On 01/01/2025 18:23, Rik van Riel wrote:
On Wed, 2025-01-01 at 16:15 +0000, Karim Manaouil wrote:
On Wed, Jan 01, 2025 at 05:20:01PM +0200, Nadav Amit wrote:
On 01/01/2025 6:42, Rik van Riel wrote:
Fixed for the next version.
Thanks Rik,
Admittedly, I don't feel great about my overall last review - it
mostly
focused on style and common BKMs.
I still don't quite get the entire logic. To name one thing that I
don't
understand: why do we need broadcast_asid_list and the complicated
games of
syncing it with broadcast_asid_used. Why wouldn't
broadcast_asid_used
suffice?
If I uderstand correctly from Rik's patch, I think the list is needed
to
save the flush for only when we run out of the ASID space (wrap
around).
Without the list, whenever the ASID bit is cleared, you also have to
flush
the TLBs.
That's exactly it.
The list will only contain processes that are active on
multiple CPUs, and hit a TLB flush "at the right moment"
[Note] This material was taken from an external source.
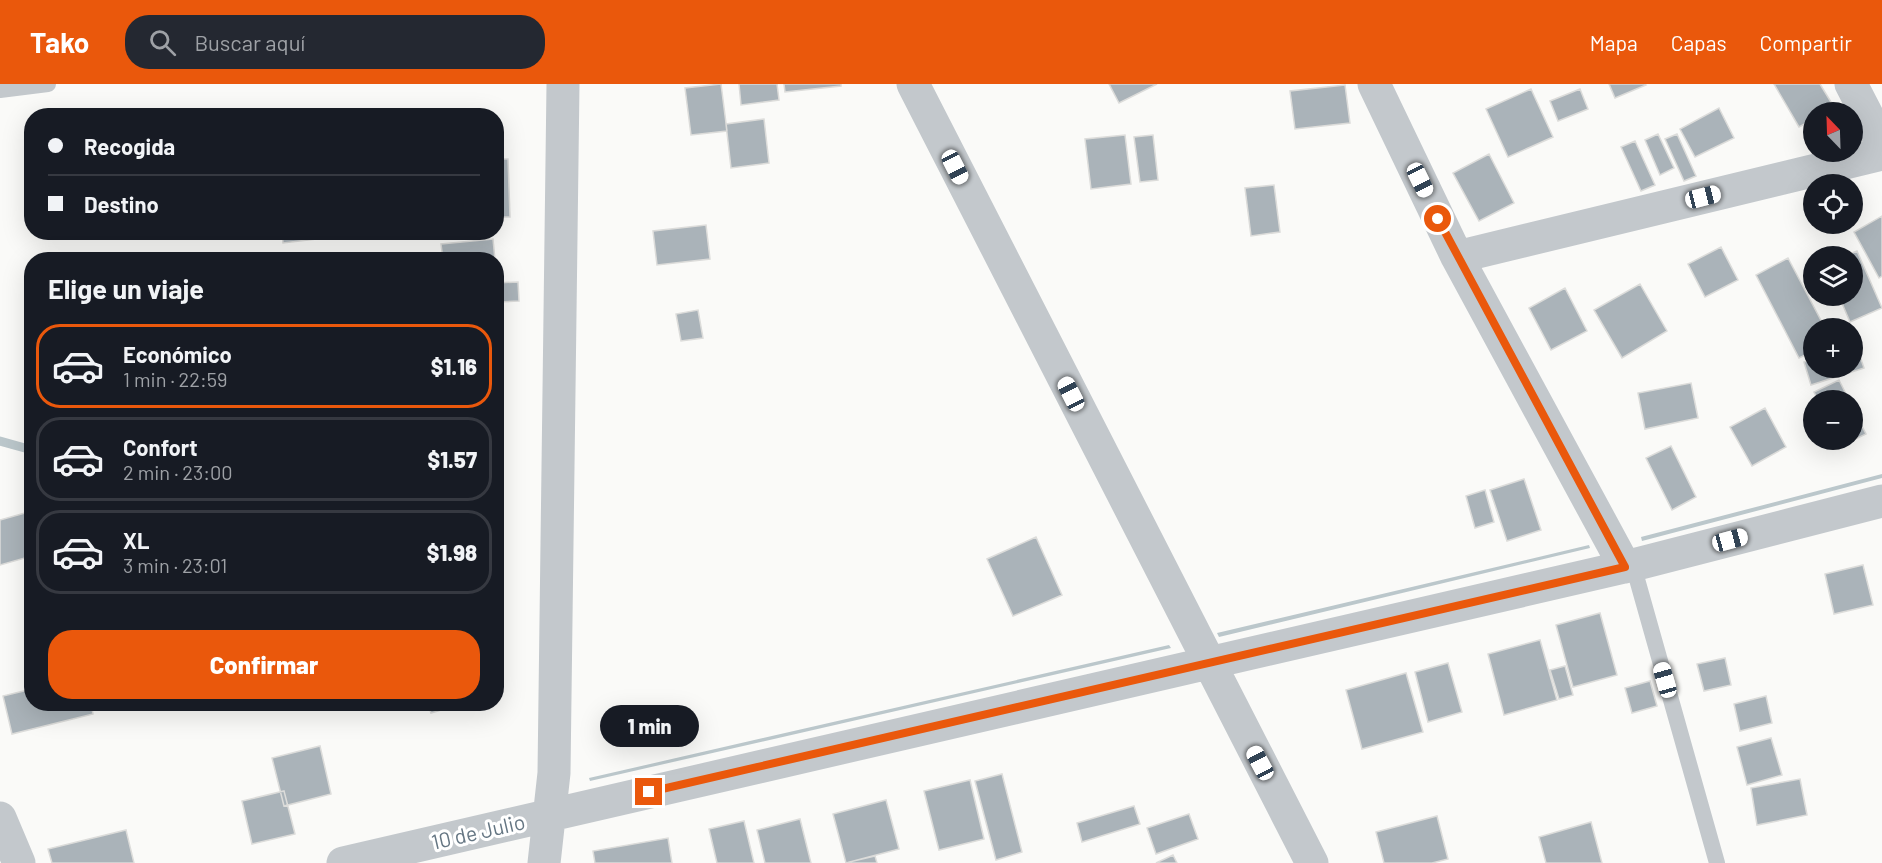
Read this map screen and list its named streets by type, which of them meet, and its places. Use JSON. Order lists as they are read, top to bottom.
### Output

to be assigned a broadcast ASID, which will be true for
essentially every process that does a lot of TLB flushes
and is long lived.
However, something like a kernel build has lots of
short lived, single threaded processes, for which we
should not be using broadcast TLB flushing, and which
will not need to remove themselves from the list at
exit time.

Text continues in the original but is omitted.